* Entries provided
※ ※ ※
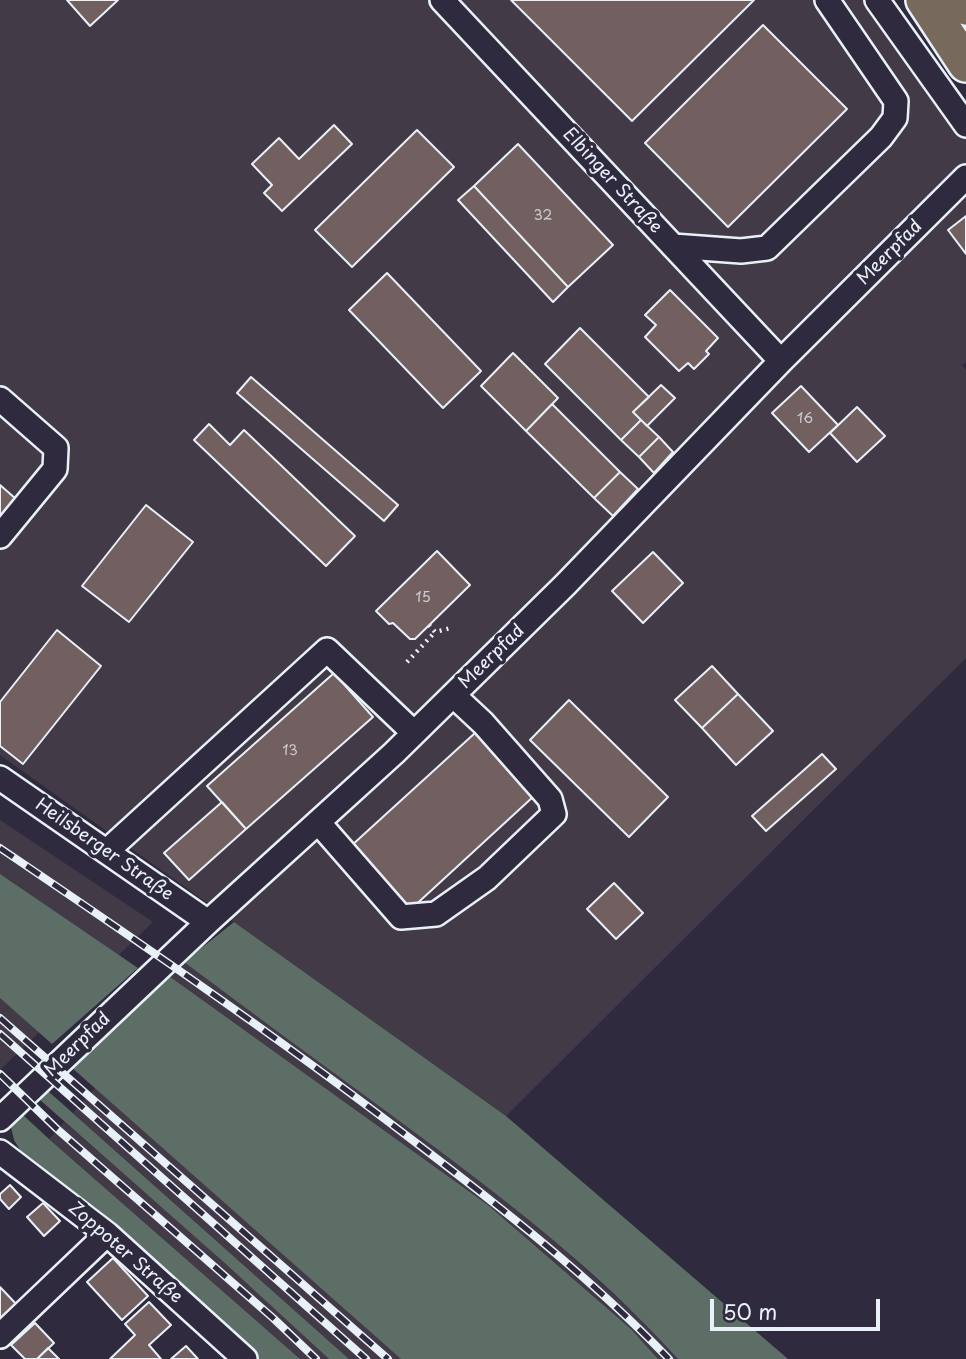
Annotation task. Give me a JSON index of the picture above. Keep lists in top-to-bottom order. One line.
{"streets":{"street":["Elbinger Straße","Meerpfad","Heilsberger Straße","Zoppoter Straße"]},"crossings":[["Elbinger Straße","Meerpfad"],["Meerpfad","Heilsberger Straße"]],"house_numbers":["32","16","15","13"],"scale_bar":"50 m"}
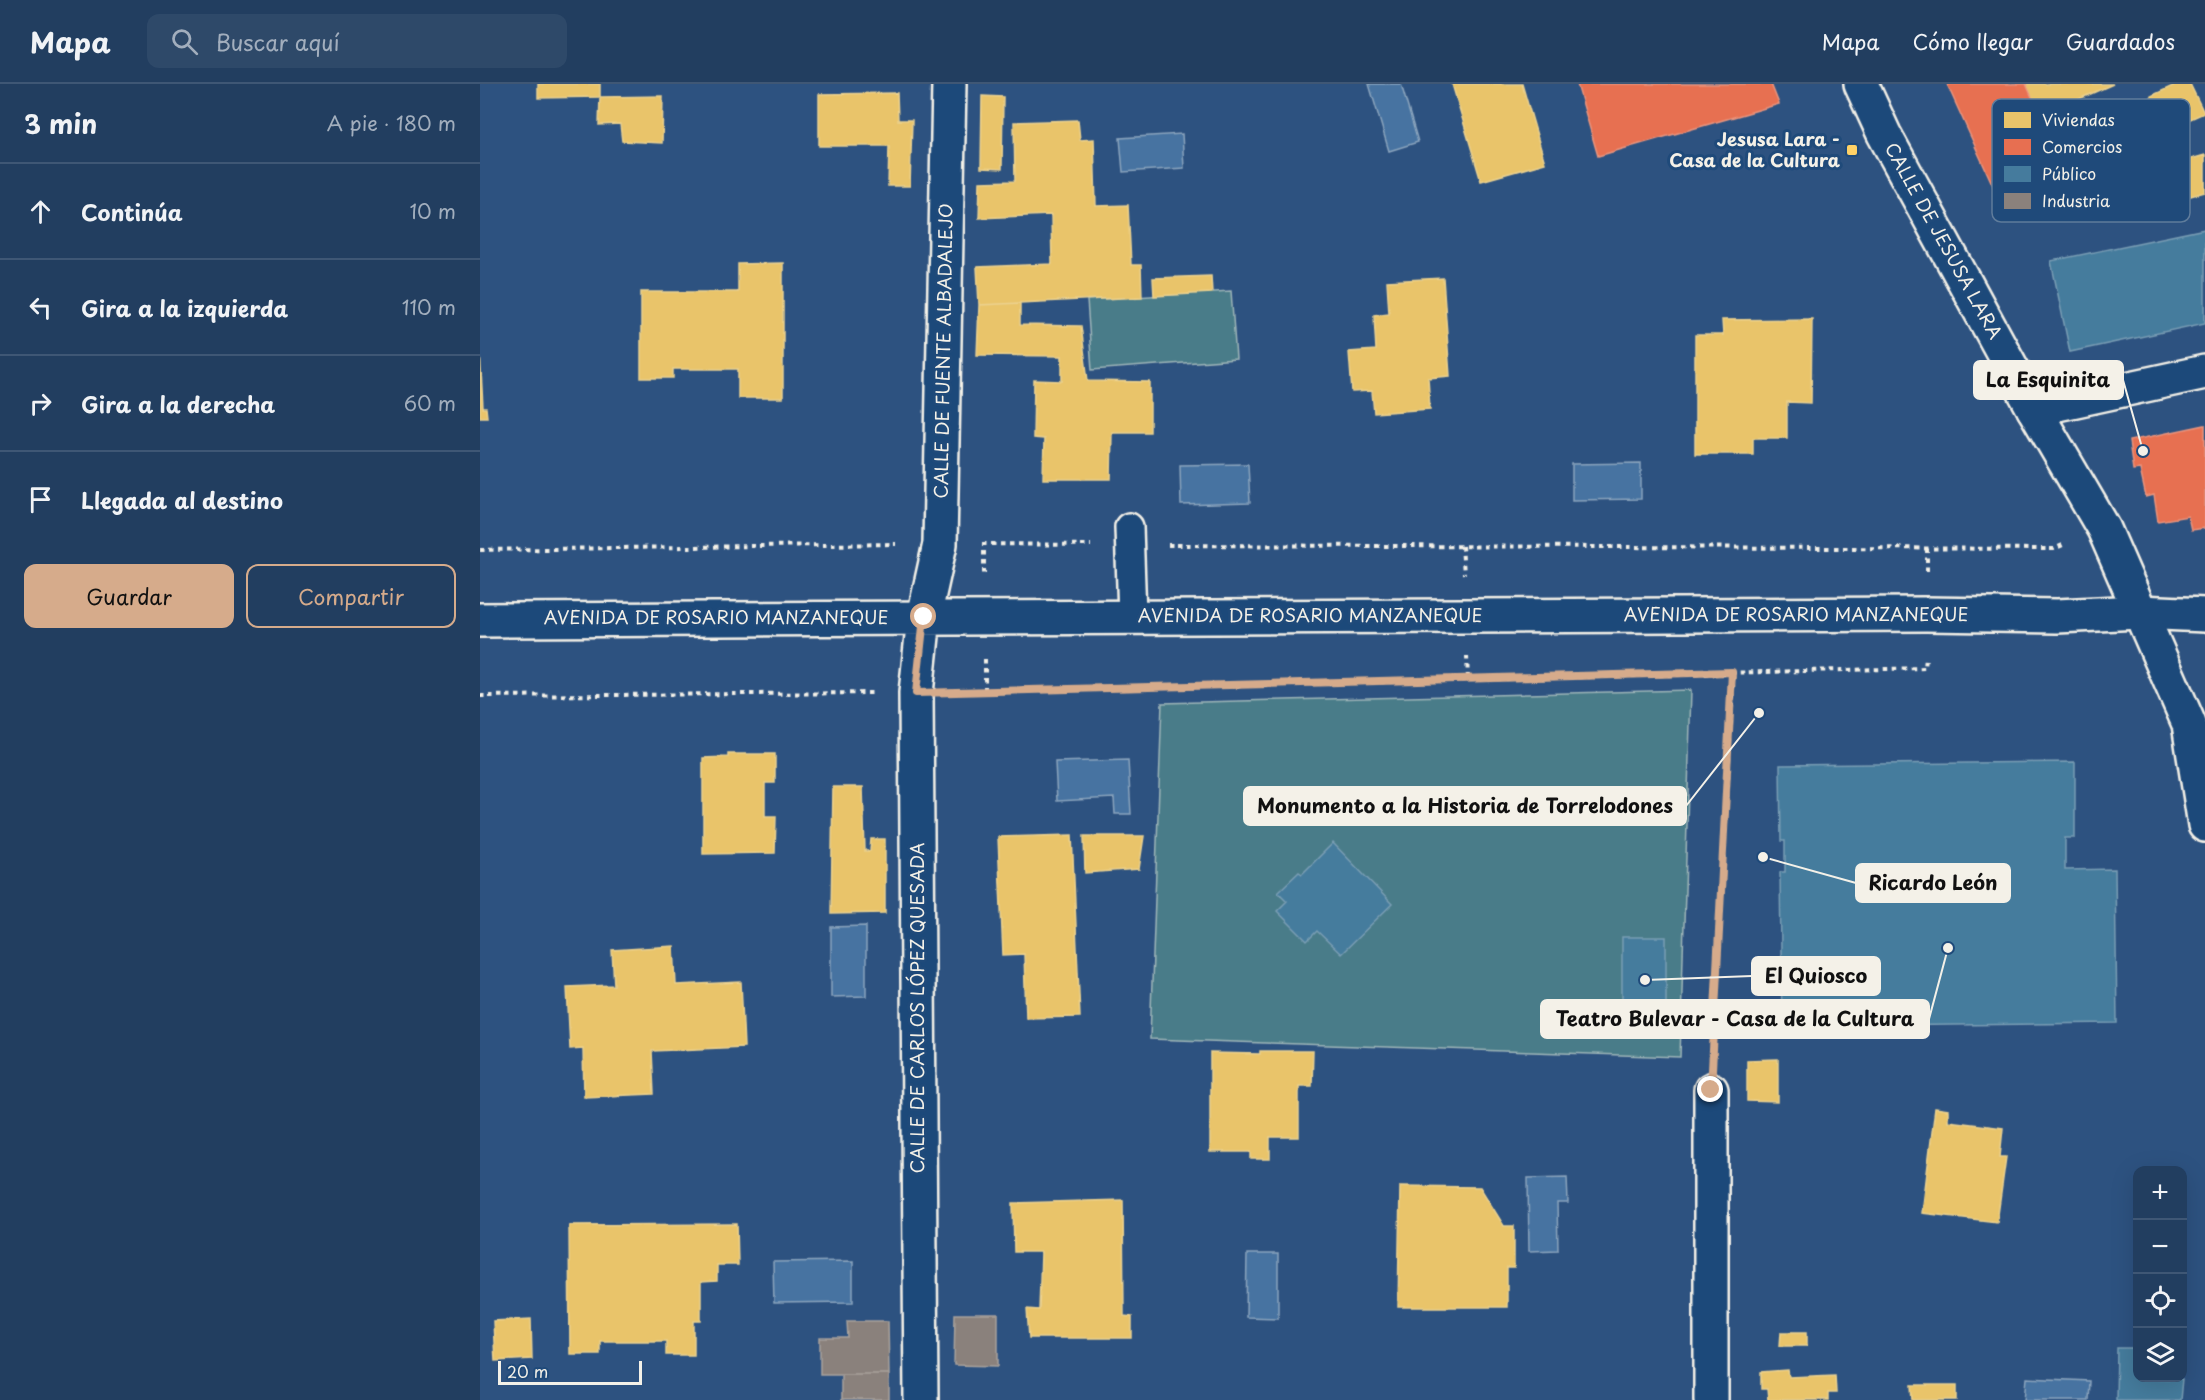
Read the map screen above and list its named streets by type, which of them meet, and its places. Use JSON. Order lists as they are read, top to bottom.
{
  "streets": {
    "street": [
      "CALLE DE JESUSA LARA",
      "CALLE DE FUENTE ALBADALEJO",
      "AVENIDA DE ROSARIO MANZANEQUE",
      "CALLE DE CARLOS LÓPEZ QUESADA"
    ]
  },
  "crossings": [
    ["CALLE DE JESUSA LARA", "AVENIDA DE ROSARIO MANZANEQUE"],
    ["CALLE DE FUENTE ALBADALEJO", "AVENIDA DE ROSARIO MANZANEQUE"],
    ["CALLE DE FUENTE ALBADALEJO", "CALLE DE CARLOS LÓPEZ QUESADA"],
    ["AVENIDA DE ROSARIO MANZANEQUE", "CALLE DE CARLOS LÓPEZ QUESADA"]
  ],
  "places": {
    "transit": ["Jesusa Lara - Casa de la Cultura"],
    "other": [
      "La Esquinita",
      "Monumento a la Historia de Torrelodones",
      "Ricardo León",
      "Teatro Bulevar - Casa de la Cultura",
      "El Quiosco"
    ]
  },
  "legend": [
    "Viviendas",
    "Comercios",
    "Público",
    "Industria"
  ],
  "scale_bar": "20 m",
  "page": {
    "header": "Mapa",
    "search": "Buscar aquí",
    "nav": ["Mapa", "Cómo llegar", "Guardados"],
    "heading": ["3 min", "A pie · 180 m"],
    "list": [
      ["Continúa", "10 m"],
      ["Gira a la izquierda", "110 m"],
      ["Gira a la derecha", "60 m"],
      "Llegada al destino"
    ],
    "buttons": ["Guardar", "Compartir"],
    "map_buttons": ["+", "−"],
    "scale": "20 m"
  }
}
※ ※ ※
* Assigned task
Please return the records above exactly as written, dropping every picture.

* Completed exercise
Annotation task. Give me a JSON index of the picture above. Keep lists in top-to-bottom order. One line.
{"streets":{"street":["Elbinger Straße","Meerpfad","Heilsberger Straße","Zoppoter Straße"]},"crossings":[["Elbinger Straße","Meerpfad"],["Meerpfad","Heilsberger Straße"]],"house_numbers":["32","16","15","13"],"scale_bar":"50 m"}
Read the map screen above and list its named streets by type, which of them meet, and its places. Use JSON. Order lists as they are read, top to bottom.
{
  "streets": {
    "street": [
      "CALLE DE JESUSA LARA",
      "CALLE DE FUENTE ALBADALEJO",
      "AVENIDA DE ROSARIO MANZANEQUE",
      "CALLE DE CARLOS LÓPEZ QUESADA"
    ]
  },
  "crossings": [
    ["CALLE DE JESUSA LARA", "AVENIDA DE ROSARIO MANZANEQUE"],
    ["CALLE DE FUENTE ALBADALEJO", "AVENIDA DE ROSARIO MANZANEQUE"],
    ["CALLE DE FUENTE ALBADALEJO", "CALLE DE CARLOS LÓPEZ QUESADA"],
    ["AVENIDA DE ROSARIO MANZANEQUE", "CALLE DE CARLOS LÓPEZ QUESADA"]
  ],
  "places": {
    "transit": ["Jesusa Lara - Casa de la Cultura"],
    "other": [
      "La Esquinita",
      "Monumento a la Historia de Torrelodones",
      "Ricardo León",
      "Teatro Bulevar - Casa de la Cultura",
      "El Quiosco"
    ]
  },
  "legend": [
    "Viviendas",
    "Comercios",
    "Público",
    "Industria"
  ],
  "scale_bar": "20 m",
  "page": {
    "header": "Mapa",
    "search": "Buscar aquí",
    "nav": ["Mapa", "Cómo llegar", "Guardados"],
    "heading": ["3 min", "A pie · 180 m"],
    "list": [
      ["Continúa", "10 m"],
      ["Gira a la izquierda", "110 m"],
      ["Gira a la derecha", "60 m"],
      "Llegada al destino"
    ],
    "buttons": ["Guardar", "Compartir"],
    "map_buttons": ["+", "−"],
    "scale": "20 m"
  }
}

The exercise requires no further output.